Which lines of the entries contain the string "read"? Please find them and copy them.
━━━━━ Data in this exercise
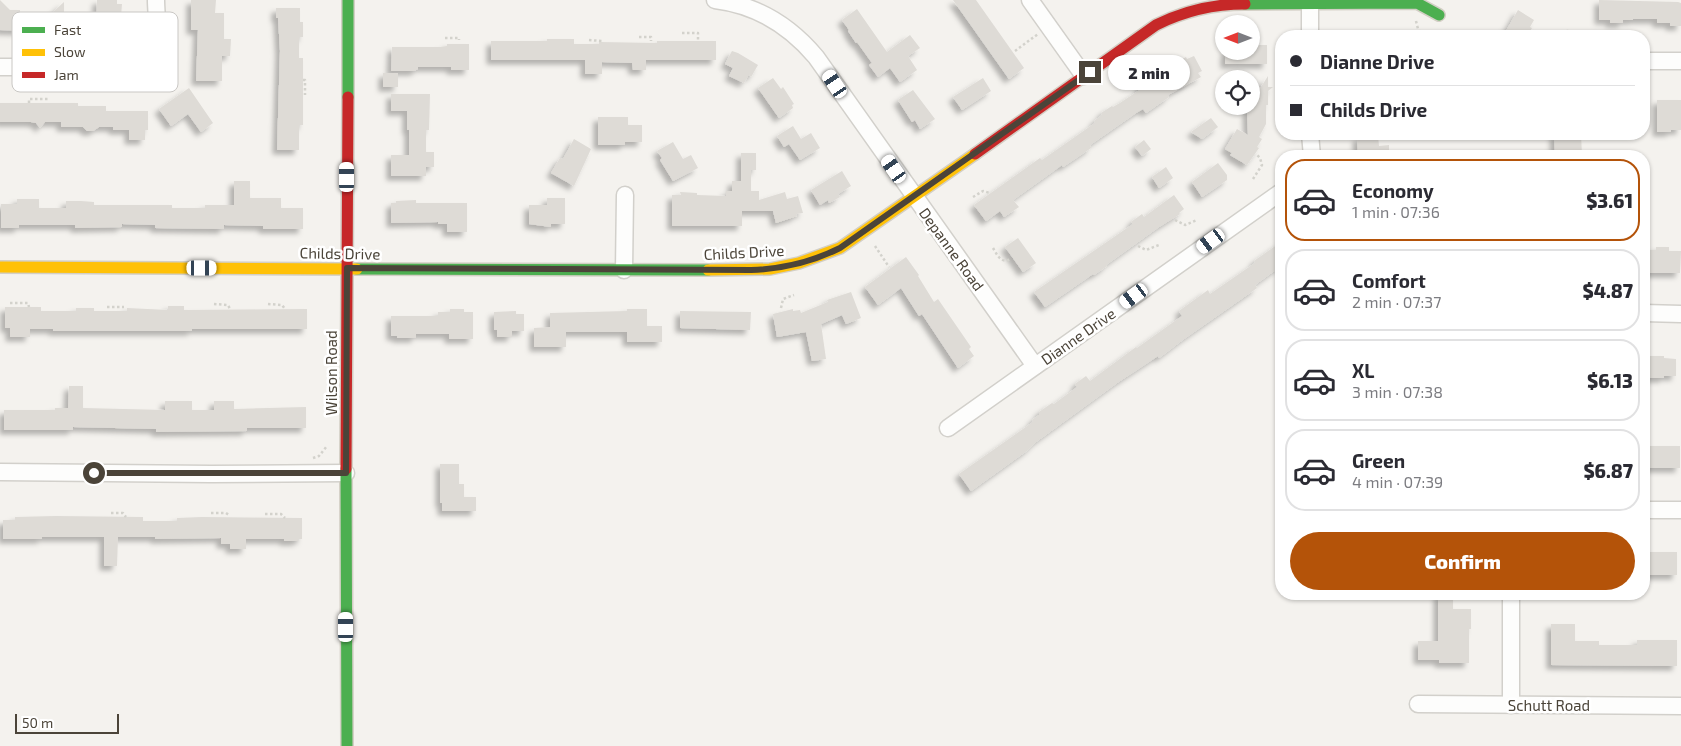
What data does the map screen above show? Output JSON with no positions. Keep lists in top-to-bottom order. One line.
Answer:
{"streets":{"street":["Depanne Road","Childs Drive","Dianne Drive","Wilson Road","Schutt Road"]},"crossings":[["Depanne Road","Childs Drive"],["Depanne Road","Dianne Drive"],["Childs Drive","Wilson Road"]],"legend":["Fast","Slow","Jam"],"scale_bar":"50 m","north":"left","page":{"banner":["Dianne Drive","Childs Drive"],"bubble":"2 min","list":[{"name":"Economy","note":"1 min · 07:36","value":"$3.61"},{"name":"Comfort","note":"2 min · 07:37","value":"$4.87"},{"name":"XL","note":"3 min · 07:38","value":"$6.13"},{"name":"Green","note":"4 min · 07:39","value":"$6.87"}],"buttons":"Confirm","scale":"50 m"}}
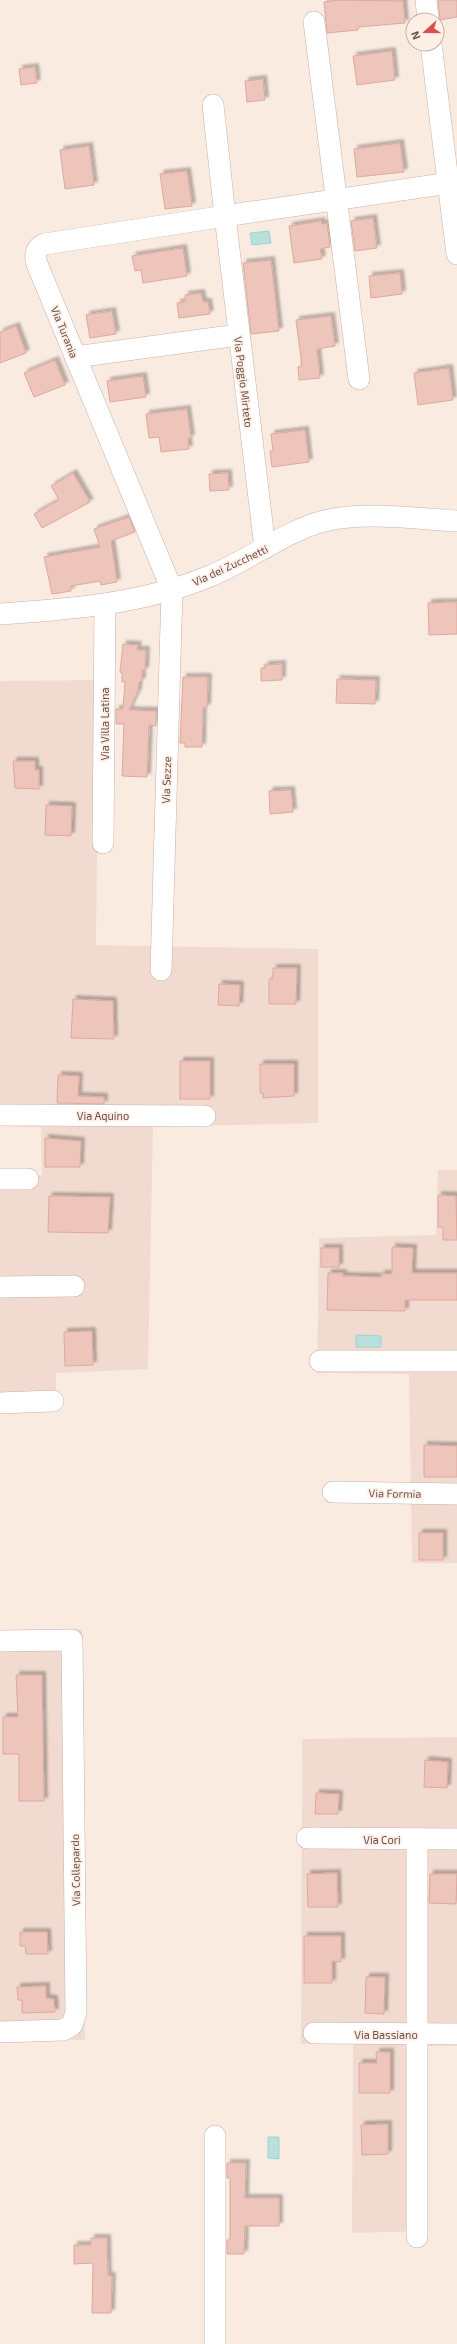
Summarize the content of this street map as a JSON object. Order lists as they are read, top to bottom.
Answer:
{
  "streets": {
    "street": [
      "Via Turania",
      "Via Poggio Mirteto",
      "Via dei Zucchetti",
      "Via Villa Latina",
      "Via Sezze",
      "Via Aquino",
      "Via Formia",
      "Via Cori",
      "Via Collepardo",
      "Via Bassiano"
    ]
  },
  "crossings": [
    ["Via Turania", "Via Poggio Mirteto"],
    ["Via Turania", "Via dei Zucchetti"],
    ["Via Turania", "Via Sezze"],
    ["Via Poggio Mirteto", "Via dei Zucchetti"],
    ["Via dei Zucchetti", "Via Villa Latina"],
    ["Via dei Zucchetti", "Via Sezze"]
  ],
  "north": "left"
}
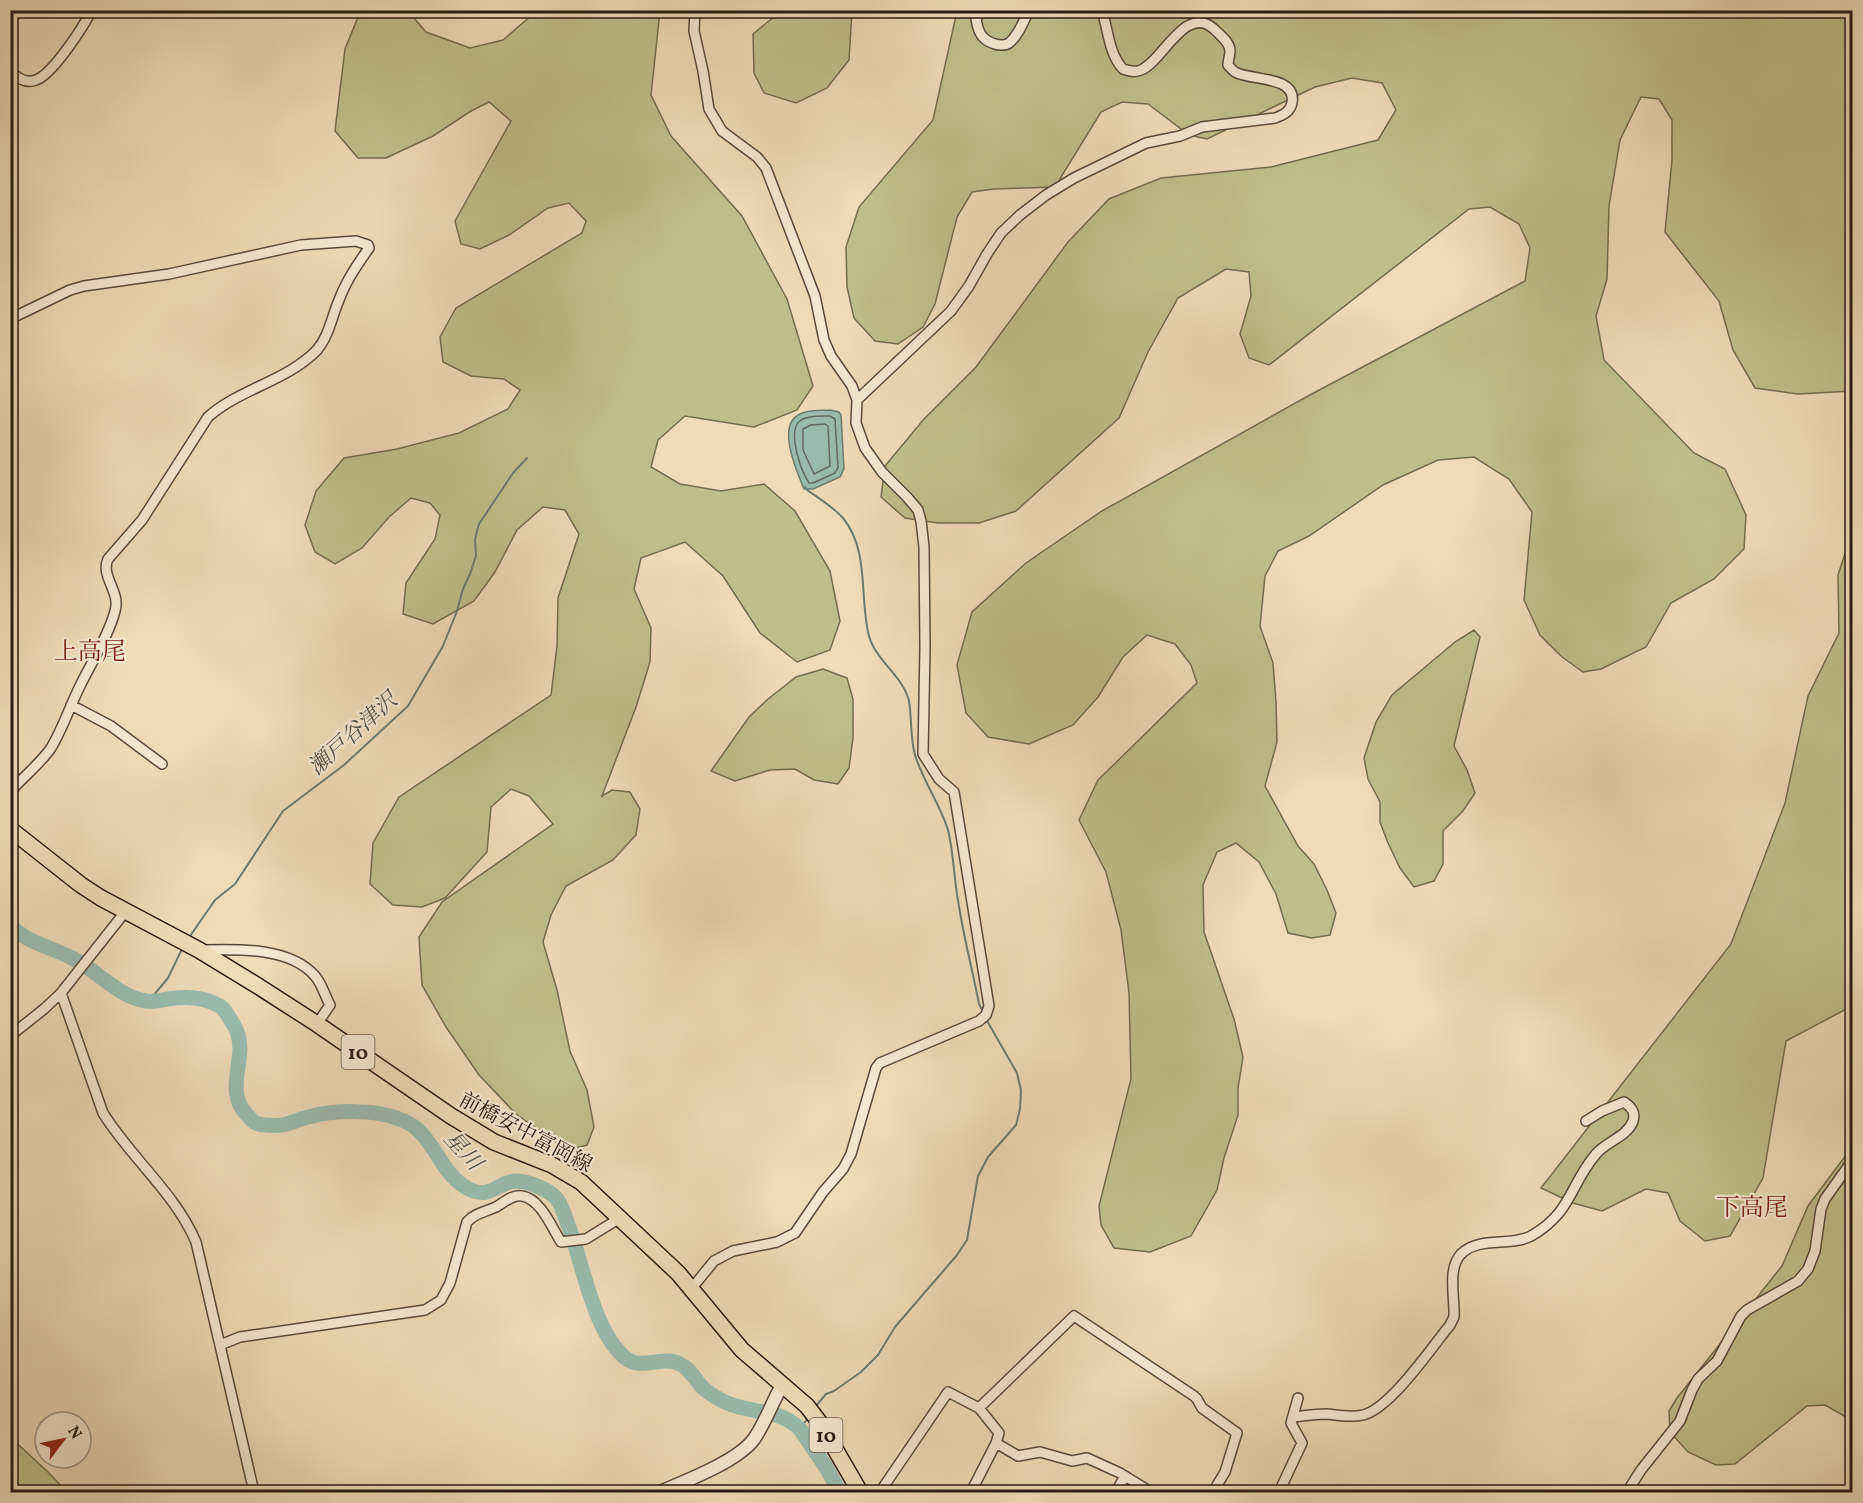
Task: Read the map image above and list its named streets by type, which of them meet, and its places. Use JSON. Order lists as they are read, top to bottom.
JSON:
{
  "streets": {
    "main road": ["10", "前橋安中富岡線"]
  },
  "districts": ["上高尾", "下高尾"],
  "water": ["瀬戸谷津沢", "星川"],
  "north": "top right"
}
━━━━━━━━━━
• **Response to the task**:
Summarize the content of this street map as a JSON object. Order lists as they are read, top to bottom.
Task: Read the map image above and list its named streets by type, which of them meet, and its places. Use JSON. Order lists as they are read, top to bottom.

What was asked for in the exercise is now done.